As we know from our experiences even within single administrative domains that matching on one key, such as an SSN, can be problematic.[7]  So, when extending our models to span multiple administrative domains, we must create an environment where more complex mapping functions can be supported.  The model above can be extended to support multiple challenge-response requests when attempting to map a single object.  The values themselves can also be massaged via algorithms such as Soundex to make up for typical mistyping and misspelling errors that may have occurred at one end of the potential mapping or the other.  The data source, or the system managing it, should keep the hashes of the values used in this process pre-calculated and stored in an indexed manner as to make the mapping processes efficient.

 

6        Documents

In addition to the documents listed below in the References section, the authors also recommend:

A Recipe for Configuring and Operating LDAP Directories (http://www.georgetown.edu/giia/internet2/ldap-recipe/)

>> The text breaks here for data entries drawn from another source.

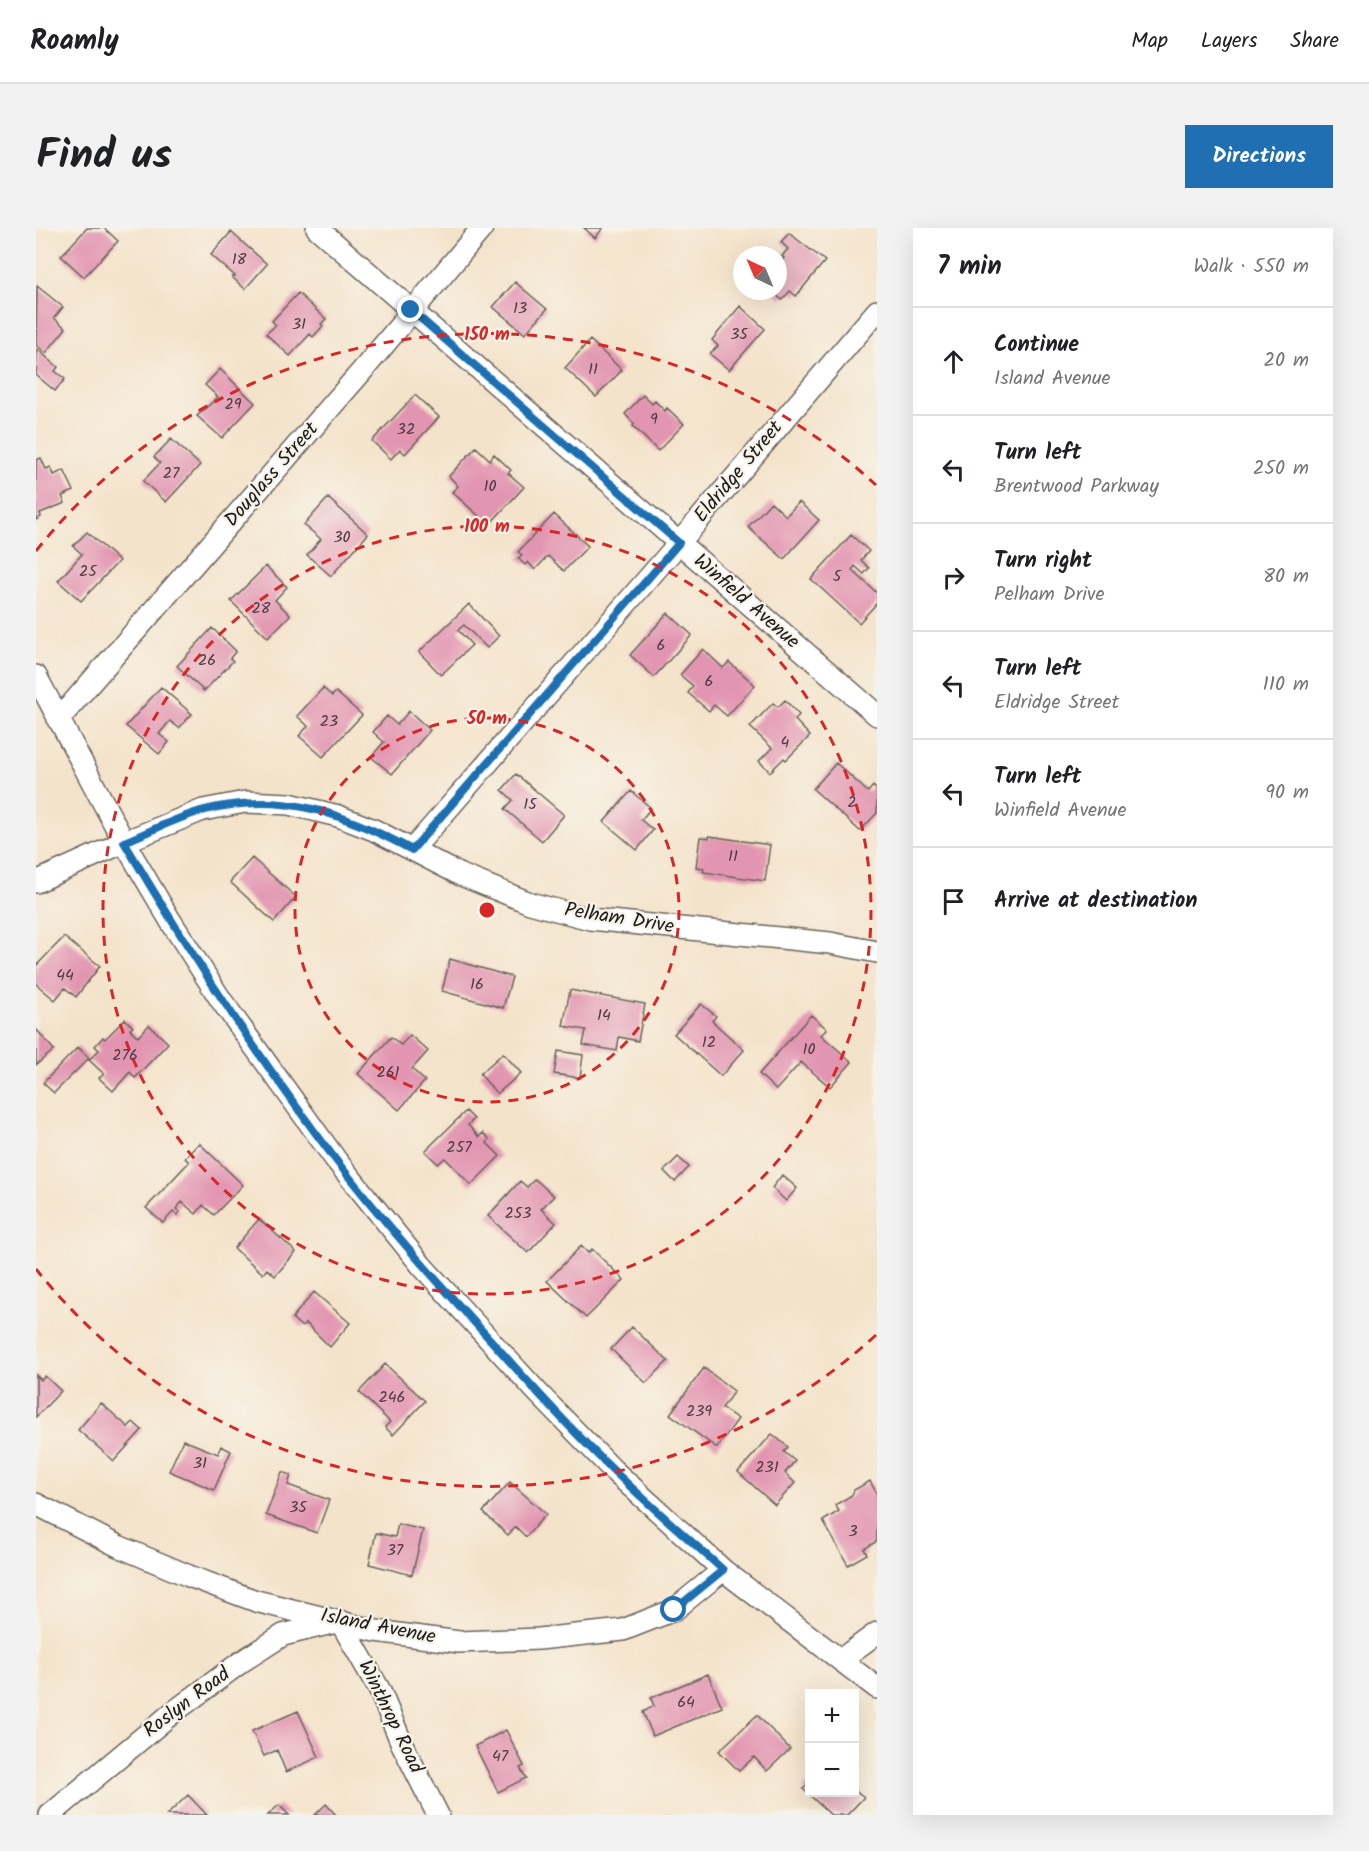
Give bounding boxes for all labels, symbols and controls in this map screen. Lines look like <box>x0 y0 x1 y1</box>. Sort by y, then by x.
text: Roamly <box>30 19 119 64</box>
text: Map <box>1131 25 1168 58</box>
text: Layers <box>1201 25 1257 58</box>
text: Share <box>1290 25 1339 58</box>
text: Find us <box>36 123 172 190</box>
button: Directions <box>1185 125 1333 188</box>
north arrow <box>733 246 787 300</box>
text: 7 min <box>937 246 1002 288</box>
house number: 18 <box>232 247 247 272</box>
text: Walk · 550 m <box>1194 251 1309 283</box>
route end <box>397 296 423 322</box>
house number: 13 <box>513 296 527 321</box>
house number: 31 <box>292 312 306 337</box>
text: 150 m <box>464 321 510 350</box>
house number: 35 <box>730 322 749 347</box>
text: Continue <box>994 328 1079 363</box>
icon: ahead <box>937 345 970 378</box>
text: 20 m <box>1263 345 1309 377</box>
house number: 11 <box>588 357 598 382</box>
text: Island Avenue <box>994 363 1111 395</box>
house number: 29 <box>224 392 242 417</box>
house number: 9 <box>650 407 658 432</box>
street label: Eldridge Street <box>687 414 792 530</box>
street label: Douglass Street <box>217 415 327 535</box>
house number: 32 <box>397 417 415 442</box>
text: Turn left <box>994 436 1081 471</box>
icon: left <box>937 453 970 486</box>
text: 250 m <box>1253 453 1309 485</box>
house number: 27 <box>163 461 180 486</box>
text: Brentwood Parkway <box>994 471 1159 503</box>
house number: 10 <box>483 474 497 499</box>
text: 100 m <box>464 513 510 542</box>
house number: 30 <box>333 525 351 550</box>
text: Turn right <box>994 544 1092 579</box>
street label: Winfield Avenue <box>686 546 806 658</box>
house number: 25 <box>79 559 98 584</box>
icon: right <box>937 561 970 594</box>
text: 80 m <box>1263 561 1309 593</box>
house number: 5 <box>833 564 843 589</box>
text: Pelham Drive <box>994 579 1105 611</box>
house number: 28 <box>252 596 271 621</box>
house number: 6 <box>657 633 665 658</box>
house number: 26 <box>198 648 216 673</box>
text: Turn left <box>994 652 1081 687</box>
house number: 6 <box>705 669 713 694</box>
icon: left <box>937 669 970 702</box>
text: 110 m <box>1263 669 1309 701</box>
text: Eldridge Street <box>994 687 1119 719</box>
text: 50 m <box>466 705 507 734</box>
house number: 23 <box>320 709 338 734</box>
house number: 4 <box>781 730 790 755</box>
text: Turn left <box>994 760 1081 795</box>
icon: left <box>937 777 970 810</box>
text: 90 m <box>1265 777 1309 809</box>
house number: 2 <box>847 790 857 815</box>
house number: 15 <box>523 792 538 817</box>
text: Winfield Avenue <box>994 795 1126 827</box>
house number: 11 <box>728 844 738 869</box>
text: Arrive at destination <box>994 884 1197 919</box>
icon: arrive <box>937 885 970 918</box>
street label: Pelham Drive <box>562 895 676 943</box>
centre of rings <box>477 900 497 920</box>
house number: 44 <box>56 963 74 988</box>
house number: 16 <box>470 972 484 997</box>
house number: 14 <box>597 1003 611 1028</box>
house number: 12 <box>702 1030 716 1055</box>
house number: 10 <box>802 1037 816 1062</box>
house number: 276 <box>112 1043 138 1068</box>
house number: 261 <box>376 1060 400 1085</box>
house number: 257 <box>446 1135 472 1160</box>
house number: 253 <box>504 1201 532 1226</box>
house number: 246 <box>378 1385 406 1410</box>
house number: 239 <box>686 1399 712 1424</box>
house number: 31 <box>193 1451 207 1476</box>
house number: 231 <box>755 1455 779 1480</box>
house number: 35 <box>289 1495 308 1520</box>
house number: 3 <box>848 1519 858 1544</box>
house number: 37 <box>387 1538 404 1563</box>
route start <box>660 1596 686 1622</box>
street label: Island Avenue <box>318 1600 438 1654</box>
street label: Winthrop Road <box>349 1655 432 1780</box>
street label: Roslyn Road <box>137 1659 238 1747</box>
map controls <box>805 1689 859 1797</box>
button: + <box>805 1689 859 1743</box>
house number: 64 <box>677 1690 695 1715</box>
button: − <box>805 1743 859 1797</box>
house number: 47 <box>492 1744 509 1769</box>

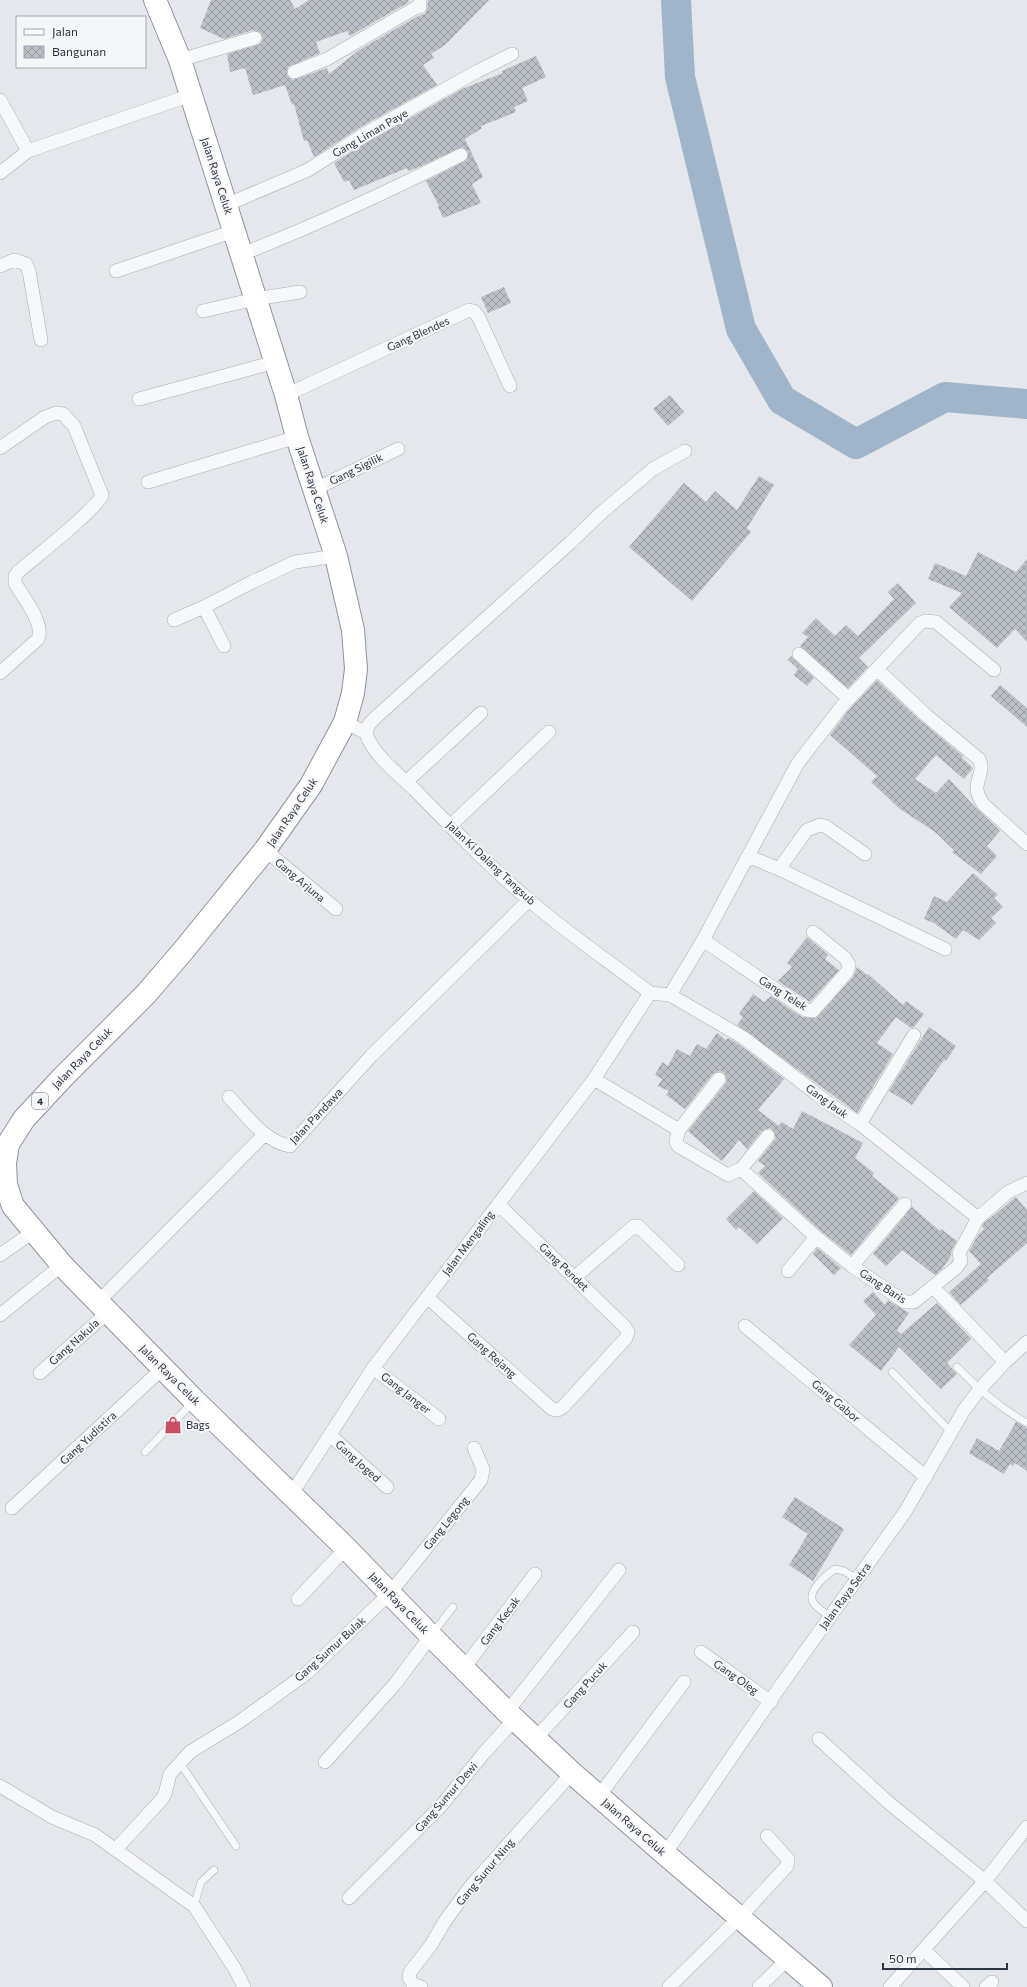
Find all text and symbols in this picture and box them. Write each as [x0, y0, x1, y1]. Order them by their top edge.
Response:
legend [16, 16, 146, 68]
text: Jalan [52, 24, 78, 39]
text: Bangunan [52, 44, 106, 58]
street label: Gang Liman Paye [330, 106, 410, 159]
street label: Jalan Raya Celuk [198, 136, 236, 217]
street label: Gang Blendes [385, 313, 451, 354]
street label: Jalan Raya Celuk [294, 445, 332, 526]
street label: Gang Sigilik [327, 450, 385, 487]
street label: Jalan Raya Celuk [264, 775, 320, 849]
street label: Jalan Ki Dalang Tangsub [444, 818, 538, 908]
street label: Gang Arjuna [273, 855, 328, 904]
street label: Gang Telek [757, 973, 810, 1013]
street label: Jalan Raya Celuk [49, 1024, 115, 1092]
street label: Gang Jauk [803, 1081, 851, 1121]
street label: Jalan Pandawa [287, 1085, 345, 1147]
road number: 4 [32, 1093, 48, 1109]
street label: Jalan Mengaling [439, 1208, 497, 1278]
street label: Gang Pendet [537, 1240, 592, 1294]
street label: Gang Baris [857, 1266, 909, 1306]
street label: Gang Nakula [46, 1316, 101, 1367]
street label: Gang Rejang [465, 1329, 520, 1380]
street label: Jalan Raya Celuk [137, 1342, 203, 1408]
street label: Gang Janger [378, 1369, 434, 1417]
street label: Gang Gabor [809, 1377, 864, 1425]
street label: Gang Yudistira [57, 1408, 119, 1467]
shop icon: Bags [163, 1415, 183, 1435]
place label: Bags [186, 1418, 210, 1431]
street label: Gang Joged [333, 1437, 383, 1485]
street label: Gang Legong [420, 1493, 471, 1552]
street label: Jalan Raya Setra [816, 1560, 874, 1632]
street label: Jalan Raya Celuk [366, 1569, 432, 1637]
street label: Gang Kecak [477, 1594, 522, 1648]
street label: Gang Sumur Bulak [292, 1613, 368, 1684]
street label: Gang Oleg [711, 1656, 761, 1697]
street label: Gang Pucuk [560, 1658, 609, 1711]
street label: Gang Sumur Dewi [412, 1759, 480, 1834]
street label: Jalan Raya Celuk [599, 1795, 669, 1859]
street label: Gang Sunur Ning [453, 1836, 516, 1908]
scale bar [883, 1945, 1007, 1971]
text: 50 m [889, 1951, 917, 1965]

Shibboleth (http://middleware.internet2.edu/shibboleth/)

A Brief Guide to OIDs (Object Identifiers) (http://middleware.internet2.edu/docs/a-brief-guide-to-OIDs.doc)

 

7        Advice To Implementers

Internet2 Middleware Website (http://middleware.internet2.edu/)

NMI-Edit Website (http://www.nmi-edit.org/)

NSF Middleware Initiative (http://www.nsf-middleware.org)

 

8        Acknowledgments

Sections of this document have been authored, in whole or in part, by Robert Banz, Tom Barton, Keith Hazelton and Michael Gettes.  We would like to thank the membership of the MACE-Dir group for their valuable contributions of ideas and discussions during the drafting of this document.

 

9        References

[TB02] Tom Barton, ed. Metadirectory Practices for Enterprise Directories in Higher Education, Internet2, October 2002

[DB02] Blum, Dan and Kobielus, James. Toward Federated Identity Management, The Burton Group, 23 Aug 2002

[IT01] ITU-T Recommendation X.501, ITU, Feb 2001

 

10   Contact Information

Robert Banz (Editor)
University of Maryland, Baltimore County
Email: Robert.Banz@umbc.edu


A      The Data Router

Building and managing multiple data exchange systems can be difficult, especially when the requirements of each may vary in the data translations, policies, and techniques necessary to manage the exchange so to meet their individual requirements.  An alternative solution is to introduce a new piece of infrastructure to handle the various exchange techniques, and provide a framework in which to manage various translation and policy decisions.  The data router sits in the position in a data distribution network similar to that of an  internetwork router, providing format translation, access control and transport services to specific data elements.  Just as a router sits in front of a data network, routing traffic in and out of your institution’s internal network, the data router sits in front of a data source, providing much the same functionality.  An assumption made through this discussion is that we may be dealing with multiple types of data sources, from Oracle databases to LDAP directories, each with different access methods.


 


The most simplistic view of this would be that there would be a one-to-one correspondence between data routers and databases.  However, in some instances, it may be more efficient to place one data router in front of multiple databases, or, potentially in front of none and simply have it talk to other data routers.  While all of these are possibilities, for the sake of keeping the discussion sane, we will assume a one-to-one relationship between a data router and a database (whatever they are.)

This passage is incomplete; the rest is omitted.